Vote des Sénégalais de l’extérieur - Un choix qui suscite des interrogations
« Sur une population émigrée estimée à environ 2 millions d’individus, seuls quelque 120.000 se sont fait inscrire en 2007. Et sur ces 120.000 inscrits, moins de 40.000 ont voté», c’est ce que révèle le rapport annuel d’activités pour l’année 2009 de la Commission électorale nationale autonome (Cena), qui a été remis hier au président de la République. Qui fait ainsi part du faible taux de votants au sein de cette catégorie. Pire, la Cena estime, en ce qui la concerne, que l’enveloppe financière qu’elle a consacrée à la gestion de la situation des concitoyens vivant à l’étranger a été trop élevée pour un résultat bien maigre. Rappelant que les Sénégalais de l’extérieur ne votent que lors des élections générales (présidentielles et législatives). Sous ce rapport, la structure chargée de veiller au bon déroulement du processus électoral, suggère qu’une réflexion soit menée pour statuer sur le maintien ou non du vote des Sénégalais de l’extérieur. « Partant de ce constat, une réflexion devrait être menée pour voir s’il est utile ou non de maintenir le principe du vote des Sénégalais de l’extérieur, suggère l’instance en charge du contrôle et de la supervision des élections.
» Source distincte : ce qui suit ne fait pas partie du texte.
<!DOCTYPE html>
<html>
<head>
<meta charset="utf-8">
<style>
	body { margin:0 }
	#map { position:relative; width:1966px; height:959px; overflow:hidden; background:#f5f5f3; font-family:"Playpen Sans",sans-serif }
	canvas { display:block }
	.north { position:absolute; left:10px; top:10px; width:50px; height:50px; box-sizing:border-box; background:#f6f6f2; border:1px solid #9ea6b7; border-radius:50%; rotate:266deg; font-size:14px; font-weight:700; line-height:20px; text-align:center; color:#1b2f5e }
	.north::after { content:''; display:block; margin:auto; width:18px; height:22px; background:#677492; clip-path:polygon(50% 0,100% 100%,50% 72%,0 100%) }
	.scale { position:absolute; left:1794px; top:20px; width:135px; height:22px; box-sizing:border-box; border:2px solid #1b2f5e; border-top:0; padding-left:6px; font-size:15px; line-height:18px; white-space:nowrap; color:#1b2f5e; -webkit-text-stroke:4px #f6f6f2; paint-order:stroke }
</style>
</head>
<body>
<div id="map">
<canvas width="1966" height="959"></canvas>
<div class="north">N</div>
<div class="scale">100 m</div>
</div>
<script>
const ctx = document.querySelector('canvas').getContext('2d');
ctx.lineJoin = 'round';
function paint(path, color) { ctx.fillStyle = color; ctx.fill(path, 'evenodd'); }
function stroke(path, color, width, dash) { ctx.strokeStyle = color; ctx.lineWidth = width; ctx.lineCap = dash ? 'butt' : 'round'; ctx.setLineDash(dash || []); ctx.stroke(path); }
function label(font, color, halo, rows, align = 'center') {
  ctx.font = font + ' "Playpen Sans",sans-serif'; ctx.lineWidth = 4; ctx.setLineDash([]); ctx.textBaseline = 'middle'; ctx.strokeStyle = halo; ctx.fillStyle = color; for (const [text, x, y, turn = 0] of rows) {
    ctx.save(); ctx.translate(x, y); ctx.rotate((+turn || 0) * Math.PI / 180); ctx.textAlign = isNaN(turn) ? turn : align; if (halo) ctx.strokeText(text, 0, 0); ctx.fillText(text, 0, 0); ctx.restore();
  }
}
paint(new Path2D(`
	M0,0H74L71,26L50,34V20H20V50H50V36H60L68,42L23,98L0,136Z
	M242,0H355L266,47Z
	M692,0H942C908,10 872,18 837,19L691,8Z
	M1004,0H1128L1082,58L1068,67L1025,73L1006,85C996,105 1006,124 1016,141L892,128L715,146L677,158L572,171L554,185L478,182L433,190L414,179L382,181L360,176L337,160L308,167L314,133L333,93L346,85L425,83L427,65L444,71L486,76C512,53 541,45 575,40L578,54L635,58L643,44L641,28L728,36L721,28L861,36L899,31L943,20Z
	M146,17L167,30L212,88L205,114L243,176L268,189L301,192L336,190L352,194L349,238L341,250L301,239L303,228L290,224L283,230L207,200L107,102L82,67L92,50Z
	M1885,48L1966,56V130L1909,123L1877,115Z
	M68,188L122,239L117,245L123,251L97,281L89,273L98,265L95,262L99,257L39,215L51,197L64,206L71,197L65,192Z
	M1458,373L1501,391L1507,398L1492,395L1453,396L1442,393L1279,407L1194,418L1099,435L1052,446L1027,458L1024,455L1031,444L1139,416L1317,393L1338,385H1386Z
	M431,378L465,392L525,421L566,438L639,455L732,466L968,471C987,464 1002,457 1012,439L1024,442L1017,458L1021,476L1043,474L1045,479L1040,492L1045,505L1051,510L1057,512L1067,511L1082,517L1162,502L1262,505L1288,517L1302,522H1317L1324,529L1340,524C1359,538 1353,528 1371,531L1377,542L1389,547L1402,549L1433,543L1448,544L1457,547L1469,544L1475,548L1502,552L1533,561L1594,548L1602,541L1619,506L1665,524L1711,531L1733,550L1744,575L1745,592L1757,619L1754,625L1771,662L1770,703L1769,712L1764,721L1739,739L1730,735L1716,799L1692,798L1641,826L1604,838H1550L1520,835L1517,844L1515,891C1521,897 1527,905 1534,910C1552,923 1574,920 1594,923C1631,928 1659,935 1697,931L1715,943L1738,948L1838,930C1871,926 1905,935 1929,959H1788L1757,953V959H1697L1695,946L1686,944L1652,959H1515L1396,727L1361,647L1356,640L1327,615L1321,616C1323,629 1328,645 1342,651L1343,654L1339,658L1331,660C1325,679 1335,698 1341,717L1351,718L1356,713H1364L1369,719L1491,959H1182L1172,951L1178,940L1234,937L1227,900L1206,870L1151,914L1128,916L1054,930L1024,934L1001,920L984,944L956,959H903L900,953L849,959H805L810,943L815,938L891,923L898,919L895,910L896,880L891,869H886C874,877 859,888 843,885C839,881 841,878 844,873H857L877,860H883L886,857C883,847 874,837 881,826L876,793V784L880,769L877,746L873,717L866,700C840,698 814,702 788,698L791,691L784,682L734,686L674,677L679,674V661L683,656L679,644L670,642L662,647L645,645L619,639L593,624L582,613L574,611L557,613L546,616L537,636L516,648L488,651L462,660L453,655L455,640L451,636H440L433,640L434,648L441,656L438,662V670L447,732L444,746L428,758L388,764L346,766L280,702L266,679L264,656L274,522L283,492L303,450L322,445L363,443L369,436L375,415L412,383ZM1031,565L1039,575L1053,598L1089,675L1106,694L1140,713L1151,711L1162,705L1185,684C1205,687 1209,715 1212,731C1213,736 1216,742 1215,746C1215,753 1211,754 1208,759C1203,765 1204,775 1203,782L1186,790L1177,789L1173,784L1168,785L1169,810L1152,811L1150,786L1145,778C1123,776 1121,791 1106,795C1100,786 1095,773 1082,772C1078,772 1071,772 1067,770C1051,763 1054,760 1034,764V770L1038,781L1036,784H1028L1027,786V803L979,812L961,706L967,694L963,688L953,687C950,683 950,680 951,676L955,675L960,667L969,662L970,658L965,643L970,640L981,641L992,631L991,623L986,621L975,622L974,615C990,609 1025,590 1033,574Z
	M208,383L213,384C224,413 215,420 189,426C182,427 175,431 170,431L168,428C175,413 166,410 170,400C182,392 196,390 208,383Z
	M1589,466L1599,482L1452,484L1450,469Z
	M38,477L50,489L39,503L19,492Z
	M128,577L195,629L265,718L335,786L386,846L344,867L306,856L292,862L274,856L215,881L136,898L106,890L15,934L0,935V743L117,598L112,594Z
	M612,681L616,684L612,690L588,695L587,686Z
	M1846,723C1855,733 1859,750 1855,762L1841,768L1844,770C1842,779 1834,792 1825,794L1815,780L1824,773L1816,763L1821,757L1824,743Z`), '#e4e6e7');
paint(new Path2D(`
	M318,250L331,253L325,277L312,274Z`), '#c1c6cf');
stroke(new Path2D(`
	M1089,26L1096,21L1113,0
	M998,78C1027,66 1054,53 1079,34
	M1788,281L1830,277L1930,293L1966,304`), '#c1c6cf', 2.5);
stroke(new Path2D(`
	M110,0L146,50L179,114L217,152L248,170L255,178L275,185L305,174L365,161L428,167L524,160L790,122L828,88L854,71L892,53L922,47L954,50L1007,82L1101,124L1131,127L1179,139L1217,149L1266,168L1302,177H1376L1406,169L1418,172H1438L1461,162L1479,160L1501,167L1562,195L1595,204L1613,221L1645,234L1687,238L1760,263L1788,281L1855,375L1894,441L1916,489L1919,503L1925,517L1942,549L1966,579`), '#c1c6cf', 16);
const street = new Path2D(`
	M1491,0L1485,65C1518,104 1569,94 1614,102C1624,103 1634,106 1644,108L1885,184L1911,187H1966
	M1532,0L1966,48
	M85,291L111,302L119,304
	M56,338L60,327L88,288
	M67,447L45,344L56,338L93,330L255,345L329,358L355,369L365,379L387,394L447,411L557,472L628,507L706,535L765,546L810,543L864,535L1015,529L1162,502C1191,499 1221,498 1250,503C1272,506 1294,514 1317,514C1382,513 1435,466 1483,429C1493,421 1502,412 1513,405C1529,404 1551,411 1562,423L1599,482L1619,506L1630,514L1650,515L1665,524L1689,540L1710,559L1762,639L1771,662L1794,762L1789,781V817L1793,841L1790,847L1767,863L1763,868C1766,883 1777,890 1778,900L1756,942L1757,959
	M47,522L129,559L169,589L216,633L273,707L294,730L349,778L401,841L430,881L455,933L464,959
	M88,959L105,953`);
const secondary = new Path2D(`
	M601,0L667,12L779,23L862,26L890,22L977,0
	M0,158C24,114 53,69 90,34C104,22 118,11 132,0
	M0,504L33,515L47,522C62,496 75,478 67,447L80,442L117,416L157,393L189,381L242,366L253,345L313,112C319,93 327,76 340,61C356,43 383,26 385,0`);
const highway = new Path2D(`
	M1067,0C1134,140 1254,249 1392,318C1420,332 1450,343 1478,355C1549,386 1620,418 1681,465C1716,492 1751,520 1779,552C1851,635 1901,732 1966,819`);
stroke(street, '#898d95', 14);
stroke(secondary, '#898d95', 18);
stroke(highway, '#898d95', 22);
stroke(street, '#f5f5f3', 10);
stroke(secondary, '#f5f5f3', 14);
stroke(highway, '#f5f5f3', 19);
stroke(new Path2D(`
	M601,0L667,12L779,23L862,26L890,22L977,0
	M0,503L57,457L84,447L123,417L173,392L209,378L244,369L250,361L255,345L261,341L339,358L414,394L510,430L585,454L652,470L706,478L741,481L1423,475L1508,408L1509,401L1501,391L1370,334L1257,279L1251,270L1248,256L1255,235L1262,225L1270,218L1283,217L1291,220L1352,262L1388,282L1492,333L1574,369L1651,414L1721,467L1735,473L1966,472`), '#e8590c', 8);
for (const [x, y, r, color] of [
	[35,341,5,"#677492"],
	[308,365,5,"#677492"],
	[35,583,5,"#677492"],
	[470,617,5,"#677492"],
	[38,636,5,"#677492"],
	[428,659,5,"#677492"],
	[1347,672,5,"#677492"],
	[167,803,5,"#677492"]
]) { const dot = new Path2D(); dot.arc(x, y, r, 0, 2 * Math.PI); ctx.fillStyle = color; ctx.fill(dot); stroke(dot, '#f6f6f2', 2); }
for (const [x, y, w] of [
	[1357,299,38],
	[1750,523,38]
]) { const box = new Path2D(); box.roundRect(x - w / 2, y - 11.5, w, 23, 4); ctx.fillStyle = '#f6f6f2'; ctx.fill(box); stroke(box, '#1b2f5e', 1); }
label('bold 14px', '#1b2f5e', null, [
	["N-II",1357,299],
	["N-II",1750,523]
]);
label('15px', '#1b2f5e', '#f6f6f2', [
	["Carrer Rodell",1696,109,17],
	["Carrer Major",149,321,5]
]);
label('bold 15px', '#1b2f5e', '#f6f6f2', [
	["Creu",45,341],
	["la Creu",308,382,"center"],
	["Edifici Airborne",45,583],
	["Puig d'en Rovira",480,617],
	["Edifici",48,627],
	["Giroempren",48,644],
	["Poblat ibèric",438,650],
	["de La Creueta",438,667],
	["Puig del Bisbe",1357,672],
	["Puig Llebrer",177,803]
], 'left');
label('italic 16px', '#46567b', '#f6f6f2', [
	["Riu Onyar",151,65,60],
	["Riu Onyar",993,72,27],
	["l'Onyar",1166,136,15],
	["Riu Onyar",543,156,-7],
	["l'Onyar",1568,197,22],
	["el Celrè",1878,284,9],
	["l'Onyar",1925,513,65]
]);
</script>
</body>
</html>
Pour qui, des électeurs déplorent très souvent le caractère onéreux du coût des déplacements que nécessitent les élections. D’où la pertinence, selon certains, de la mise en place du vote par correspondance.
Le rapport précise, que le nombre de 200 électeurs inscrits devant être nécessairement atteint dans un pays pour que le scrutin y soit organisé, il pourrait être envisagé, au cas où le vote de ces compatriotes devrait être maintenu, des regroupements par pays voisins pour atteindre le quota nécessaire à l’ouverture d’un bureau de vote. « Elles pourraient aussi, comme pour les militaires et paramilitaires, permettre le vote des Sénégalais de l’extérieur une semaine avant leurs concitoyens de l’intérieur, étant entendu que les suffrages ainsi exprimés seront agrégés à ceux effectués au pays », ajoute le même document.
La Cena suggère aussi que des actions soient menées, de concert avec le ministère des Affaires étrangères et celui des Sénégalais de l’extérieur, visant à améliorer le taux des inscriptions des expatriés sénégalais sur les listes électorales, mais aussi et surtout de les amener, une fois cette formalité essentielle accomplie, à remplir leur devoir de citoyen. « Rien ne devrait être épargné pour faciliter le système de vote des Sénégalais vivant à l’extérieur », conclut le rapport annuel d’activités de la Cena pour l’année 2009.